As to his afterlives, authors of books, plays and memoirs as well as filmmakers posited the Collins they needed and he “endured in all the ways we wanted him, far more than any other figure from that time”. In this spirit and with the organising efforts of moderates on both sides the Collins–de Valera "Pact" was created. Collins became one of the leading figures in the post-Rising independence movement spearheaded by Arthur Griffith, editor/publisher of the main nationalist newspaper The United Irishman, (which Collins had read avidly as a boy. Collins and National Army GHQ secretly supplied weaponry and equipment for the offensive, and some British arms that had been supplied to the Provisional Government were passed on to the IRA. Artillery was provided to Richard Mulcahy, as Minister for Defence and the Free State Army by the British for the purposes of attacking the Four Courts.These were the "flying columns" who comprised the bulk of the War of Independence rank and file in the south-west. The book does, however, do justice to a multilayered revolution and its manifold visual representations. Along with the Long fellow these were the two movers and shakers in the early history of the Irish state.

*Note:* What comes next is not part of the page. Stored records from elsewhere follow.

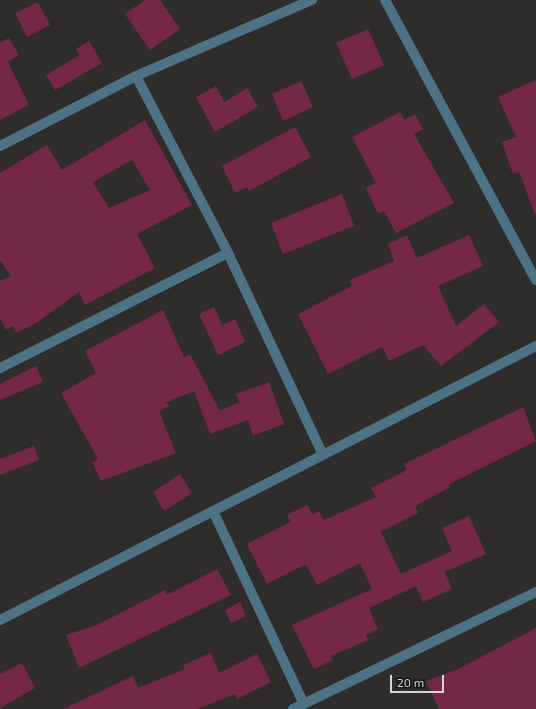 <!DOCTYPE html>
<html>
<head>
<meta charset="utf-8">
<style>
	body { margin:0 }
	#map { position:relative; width:536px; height:709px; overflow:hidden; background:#2f2d2b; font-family:"Exo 2",sans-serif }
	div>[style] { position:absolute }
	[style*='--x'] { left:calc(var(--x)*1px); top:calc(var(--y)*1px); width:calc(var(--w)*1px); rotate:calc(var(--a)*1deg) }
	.building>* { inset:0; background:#742746 }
	.minor>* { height:10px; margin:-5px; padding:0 5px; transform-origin:5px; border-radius:5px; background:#4c7283 }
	span { translate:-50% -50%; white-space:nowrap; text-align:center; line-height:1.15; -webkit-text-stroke:3px #161515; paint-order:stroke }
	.scale { position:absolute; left:390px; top:675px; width:54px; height:18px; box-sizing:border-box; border:2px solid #d6d4d3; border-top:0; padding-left:5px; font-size:12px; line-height:14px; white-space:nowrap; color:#d6d4d3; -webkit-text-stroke:3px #161515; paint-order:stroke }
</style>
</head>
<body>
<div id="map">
	<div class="building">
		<div style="clip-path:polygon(145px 0,160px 0,180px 29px,150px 50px,125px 14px)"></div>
		<div style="clip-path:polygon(38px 2px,50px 25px,27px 37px,15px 13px)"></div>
		<div style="clip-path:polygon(368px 29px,384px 65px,352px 79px,336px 43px)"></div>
		<div style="clip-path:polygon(9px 38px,19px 55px,8px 62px,29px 105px,0 120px,0 43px)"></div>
		<div style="clip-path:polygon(89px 41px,102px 63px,55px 90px,46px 75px,80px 55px,76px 49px)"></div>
		<div style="clip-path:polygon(536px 80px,536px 214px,535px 214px,519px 172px,513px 174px,502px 142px,516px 137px,498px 97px)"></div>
		<div style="clip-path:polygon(301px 81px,313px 107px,283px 121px,272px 94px)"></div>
		<div style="clip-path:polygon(216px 86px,224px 102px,247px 88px,258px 107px,215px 132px,196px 97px)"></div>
		<div style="clip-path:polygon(400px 112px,404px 120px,415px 114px,423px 129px,414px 134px,454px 203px,396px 233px,384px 211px,378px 214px,366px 188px,376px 183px,352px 137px)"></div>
		<div style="clip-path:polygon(evenodd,145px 120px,192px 205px,137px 234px,155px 268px,85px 305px,79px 292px,36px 323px,16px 333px,13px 326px,6px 330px,0 318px,0 281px,11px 276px,0 260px,0 173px,47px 145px,62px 170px,145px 120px,132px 160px,150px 190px,109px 208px,93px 182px,132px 160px)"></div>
		<div style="clip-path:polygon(295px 127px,311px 157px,249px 191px,247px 187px,235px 193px,222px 166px)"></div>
		<div style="clip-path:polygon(342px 194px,354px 226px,283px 254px,271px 223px)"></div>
		<div style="clip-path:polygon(407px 235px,417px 258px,469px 235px,483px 266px,438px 286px,456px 326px,484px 304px,499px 322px,441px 366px,423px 345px,389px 361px,382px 347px,328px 374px,298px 314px,352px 286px,350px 280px,394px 261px,388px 244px)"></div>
		<div style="clip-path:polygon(214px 307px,222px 325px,235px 319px,245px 342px,218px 355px,199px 314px)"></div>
		<div style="clip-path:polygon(163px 310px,184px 357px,190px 354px,220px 411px,239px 402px,236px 394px,269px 382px,284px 424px,253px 436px,248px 420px,210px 434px,194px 391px,167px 402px,169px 406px,159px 411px,176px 453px,101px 481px,92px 462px,98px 459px,61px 393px,96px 373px,85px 351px)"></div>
		<div style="clip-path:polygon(36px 366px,43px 382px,0 400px,0 384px)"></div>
		<div style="clip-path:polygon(523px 407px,536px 441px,449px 484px,450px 487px,415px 506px,418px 513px,381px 532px,401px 574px,452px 551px,442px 528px,469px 516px,486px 554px,445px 572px,452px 589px,423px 602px,416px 586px,369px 608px,378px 629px,366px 635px,368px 640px,331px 656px,333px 660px,314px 669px,292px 625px,372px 589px,360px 563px,317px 585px,306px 564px,267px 584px,247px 544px,291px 522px,287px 515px,307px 505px,313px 515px,319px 511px,324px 520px,376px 497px,371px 488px,407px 470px,404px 464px)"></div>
		<div style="clip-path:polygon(34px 446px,39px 460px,0 475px,0 459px)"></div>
		<div style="clip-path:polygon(180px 474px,192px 493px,164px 511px,153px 492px)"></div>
		<div style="clip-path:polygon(217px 569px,231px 595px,79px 668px,66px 635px,97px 625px,165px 590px,167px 595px)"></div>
		<div style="clip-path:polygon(240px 602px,246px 616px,231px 623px,225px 610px)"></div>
		<div style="clip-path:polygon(536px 628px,536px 709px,439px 709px,426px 681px,456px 670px)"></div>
		<div style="clip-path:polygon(211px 653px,219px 673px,257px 654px,271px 682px,237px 699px,235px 694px,197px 709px,63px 709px,133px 676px,138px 688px,185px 669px,183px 665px)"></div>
		<div style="clip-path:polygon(22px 663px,35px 688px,0 708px,0 674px)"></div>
	</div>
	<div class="minor">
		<div style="--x:385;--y:0;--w:318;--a:61.7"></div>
		<div style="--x:136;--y:76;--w:199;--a:62.5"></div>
		<div style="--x:228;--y:253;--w:223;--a:64.8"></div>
		<div style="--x:0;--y:146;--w:153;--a:-27.2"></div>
		<div style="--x:136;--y:76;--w:192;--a:-23.4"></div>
		<div style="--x:0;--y:368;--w:255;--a:-26.8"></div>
		<div style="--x:213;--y:511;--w:213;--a:64.8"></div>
		<div style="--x:0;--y:620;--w:602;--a:-27.08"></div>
		<div style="--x:293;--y:709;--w:270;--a:-25.7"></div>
	</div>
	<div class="scale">20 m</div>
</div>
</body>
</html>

In 1920, following Westminster's prominent announcements that it had the Irish insurgents on the run, Collins and his Squad killed several people in a series of coordinated raids, including a number of British secret service agents. In the ensuing War of Independence, he was Director of Organisation and Adjutant General for the Irish Volunteers, and Director of Intelligence of the IRA. Before the new body's first meeting, Collins, tipped off by his network of spies, warned his colleagues of plans to arrest all its members in overnight raids. The book seems to be what I'm looking for but I understand Hart is controversial due to him making allegations of anti-Protestant killings on account of religion that don't stand up to scrutiny.Since June 1920, communal conflict had been raging in north-east Ulster between the Protestant unionist majority there, who wanted to remain part of the UK, and the Catholic Irish nationalist minority, who backed Irish independence. This biography of Michael Collins (1890-1922) is the first since Tim Pat Coogan's definitive Michael Collins: The Man Who Made Ireland in 1992, and admirers of Collins will find verification here for their sentiments. Northern Ireland, which had a majority unionist population, could opt out of the Free State, a year after the signing of the Treaty.